Let’s look into changing the Secondary Server. First, we will proceed to destroy the cluster on the Primary Server.
root@debian:~# pcs cluster stop
root@debian:~# pcs cluster destroy
root@debian:~# systemctl disable pcsd.service
root@debian:~# systemctl disable corosync.service
root@debian:~# systemctl disable pacemaker.service
root@debian:~# systemctl stop pcsd.service
root@debian:~# systemctl stop corosync.service
root@debian:~# systemctl stop pacemaker.service
Next, if we still have access to the Secondary Server, we destroy the cluster as well on the Secondary Server.
root@debian:~# pcs cluster stop --force
root@debian:~# pcs cluster destroy
root@debian:~# systemctl disable pcsd.service
root@debian:~# systemctl disable corosync.service
root@debian:~# systemctl disable pacemaker.service
root@debian:~# systemctl stop pcsd.service
root@debian:~# systemctl stop corosync.service
root@debian:~# systemctl stop pacemaker.service
Since when destroying the cluster the DRBD volume is unmounted, in the Primary Server we must mount it again manually to avoid interrupting the normal operation of our services. Run the following commands on the Primary Server.
root@debian:~# drbdadm up drbd0
root@debian:~# drbdadm primary drbd0 --force
root@debian:~# mount /dev/drbd0 /vpbx_data
Now, enable the services on the Primary Server to make sure our server continues to work as normal.
root@debian:~# systemctl enable asterisk
root@debian:~# systemctl restart asterisk
root@debian:~# systemctl enable mariadb
root@debian:~# systemctl restart mariadb
root@debian:~# systemctl enable fail2ban
root@debian:~# systemctl restart fail2ban
root@debian:~# systemctl enable vpbx-monitor
root@debian:~# systemctl restart vpbx-monitor
At this moment, the Primary Server is now working as normal. We must now configure the replica with our new server.

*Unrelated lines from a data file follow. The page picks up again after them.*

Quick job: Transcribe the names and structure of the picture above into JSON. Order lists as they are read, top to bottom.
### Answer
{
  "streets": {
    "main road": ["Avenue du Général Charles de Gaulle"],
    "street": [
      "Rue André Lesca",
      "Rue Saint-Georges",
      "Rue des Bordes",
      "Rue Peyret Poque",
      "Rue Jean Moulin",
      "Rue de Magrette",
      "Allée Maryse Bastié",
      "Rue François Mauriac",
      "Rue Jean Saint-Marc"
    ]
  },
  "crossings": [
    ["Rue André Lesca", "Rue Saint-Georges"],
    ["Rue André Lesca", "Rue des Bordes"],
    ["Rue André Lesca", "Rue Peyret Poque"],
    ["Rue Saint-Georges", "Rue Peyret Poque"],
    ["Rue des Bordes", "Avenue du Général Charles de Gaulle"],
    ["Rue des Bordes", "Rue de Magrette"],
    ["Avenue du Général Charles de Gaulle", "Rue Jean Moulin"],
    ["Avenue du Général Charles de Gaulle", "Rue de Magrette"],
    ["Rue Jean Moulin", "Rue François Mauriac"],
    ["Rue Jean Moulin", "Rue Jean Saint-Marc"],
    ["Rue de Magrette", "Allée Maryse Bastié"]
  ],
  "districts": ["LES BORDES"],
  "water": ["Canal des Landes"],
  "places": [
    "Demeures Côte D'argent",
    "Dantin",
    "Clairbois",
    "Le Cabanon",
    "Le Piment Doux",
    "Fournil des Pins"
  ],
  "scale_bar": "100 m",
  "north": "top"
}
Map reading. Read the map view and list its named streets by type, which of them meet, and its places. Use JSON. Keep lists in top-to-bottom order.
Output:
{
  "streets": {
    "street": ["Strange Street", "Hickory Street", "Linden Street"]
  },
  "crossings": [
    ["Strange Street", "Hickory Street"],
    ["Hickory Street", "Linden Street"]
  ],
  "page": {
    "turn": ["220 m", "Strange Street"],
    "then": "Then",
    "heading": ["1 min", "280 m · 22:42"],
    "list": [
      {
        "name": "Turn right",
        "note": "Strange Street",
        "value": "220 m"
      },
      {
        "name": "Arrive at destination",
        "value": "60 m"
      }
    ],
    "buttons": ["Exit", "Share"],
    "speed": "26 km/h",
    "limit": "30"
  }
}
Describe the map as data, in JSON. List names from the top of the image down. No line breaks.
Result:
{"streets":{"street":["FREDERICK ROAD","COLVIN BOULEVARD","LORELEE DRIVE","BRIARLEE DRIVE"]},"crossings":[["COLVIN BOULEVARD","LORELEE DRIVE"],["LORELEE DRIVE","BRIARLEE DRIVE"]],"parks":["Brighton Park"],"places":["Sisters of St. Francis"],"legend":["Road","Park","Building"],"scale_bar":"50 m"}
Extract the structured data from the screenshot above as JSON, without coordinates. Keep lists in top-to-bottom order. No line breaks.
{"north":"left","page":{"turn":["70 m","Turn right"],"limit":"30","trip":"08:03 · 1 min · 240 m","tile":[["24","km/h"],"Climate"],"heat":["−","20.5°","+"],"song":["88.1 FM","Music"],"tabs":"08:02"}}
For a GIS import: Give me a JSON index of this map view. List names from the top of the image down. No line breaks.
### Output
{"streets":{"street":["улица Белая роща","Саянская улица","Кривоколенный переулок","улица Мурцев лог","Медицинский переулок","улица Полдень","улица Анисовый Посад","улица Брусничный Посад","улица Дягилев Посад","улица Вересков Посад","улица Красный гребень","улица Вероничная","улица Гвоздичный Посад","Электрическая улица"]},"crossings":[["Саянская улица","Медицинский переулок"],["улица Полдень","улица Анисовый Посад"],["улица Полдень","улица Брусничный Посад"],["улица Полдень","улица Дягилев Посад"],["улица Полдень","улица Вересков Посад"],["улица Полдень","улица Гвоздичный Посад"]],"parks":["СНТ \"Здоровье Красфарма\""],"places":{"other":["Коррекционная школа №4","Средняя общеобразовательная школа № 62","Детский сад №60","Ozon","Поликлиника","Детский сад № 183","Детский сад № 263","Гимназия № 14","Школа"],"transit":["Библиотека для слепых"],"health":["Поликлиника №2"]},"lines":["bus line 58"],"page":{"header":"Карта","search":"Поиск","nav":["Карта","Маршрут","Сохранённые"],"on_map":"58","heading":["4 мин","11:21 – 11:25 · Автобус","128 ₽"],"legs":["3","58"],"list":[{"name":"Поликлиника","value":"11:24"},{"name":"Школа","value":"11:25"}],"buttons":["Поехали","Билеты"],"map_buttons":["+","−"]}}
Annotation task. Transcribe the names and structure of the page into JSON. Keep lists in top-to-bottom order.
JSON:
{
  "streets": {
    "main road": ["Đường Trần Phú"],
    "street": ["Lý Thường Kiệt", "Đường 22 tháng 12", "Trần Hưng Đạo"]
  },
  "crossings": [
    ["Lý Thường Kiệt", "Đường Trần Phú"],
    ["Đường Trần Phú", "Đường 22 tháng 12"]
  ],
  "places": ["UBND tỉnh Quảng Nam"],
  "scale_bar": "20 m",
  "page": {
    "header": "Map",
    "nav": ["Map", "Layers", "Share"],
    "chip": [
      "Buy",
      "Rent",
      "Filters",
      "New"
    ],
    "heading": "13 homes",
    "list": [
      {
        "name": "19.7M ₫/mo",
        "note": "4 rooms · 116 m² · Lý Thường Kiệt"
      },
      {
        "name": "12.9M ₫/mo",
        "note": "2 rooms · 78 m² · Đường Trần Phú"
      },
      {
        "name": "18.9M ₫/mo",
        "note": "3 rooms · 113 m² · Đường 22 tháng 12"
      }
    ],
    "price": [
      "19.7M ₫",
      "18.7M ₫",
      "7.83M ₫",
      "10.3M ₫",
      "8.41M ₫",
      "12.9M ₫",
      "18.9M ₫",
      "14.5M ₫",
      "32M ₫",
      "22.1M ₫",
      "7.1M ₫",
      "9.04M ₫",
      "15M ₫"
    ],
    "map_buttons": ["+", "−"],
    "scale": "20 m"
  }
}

First, prepare the new server following the steps for the installation in Section 13, Lesson 1, with the disk partition and the free space. Then enable remote access with the root user.
Change the IP address to a static IP address. Install the dependencies. Change the hostname in the Web UI and CLI using the same hostname as the old Secondary Server. Create the sda3 partition using the fdisk command. And finally, configure the firewall with the ports established in the table from lesson 1. These are the steps for the manual HA setup presented in lesson 1.
This should only be configured in the new Secondary Server.
Now, we will proceed to format the new partition on the new Secondary Server using the following commands.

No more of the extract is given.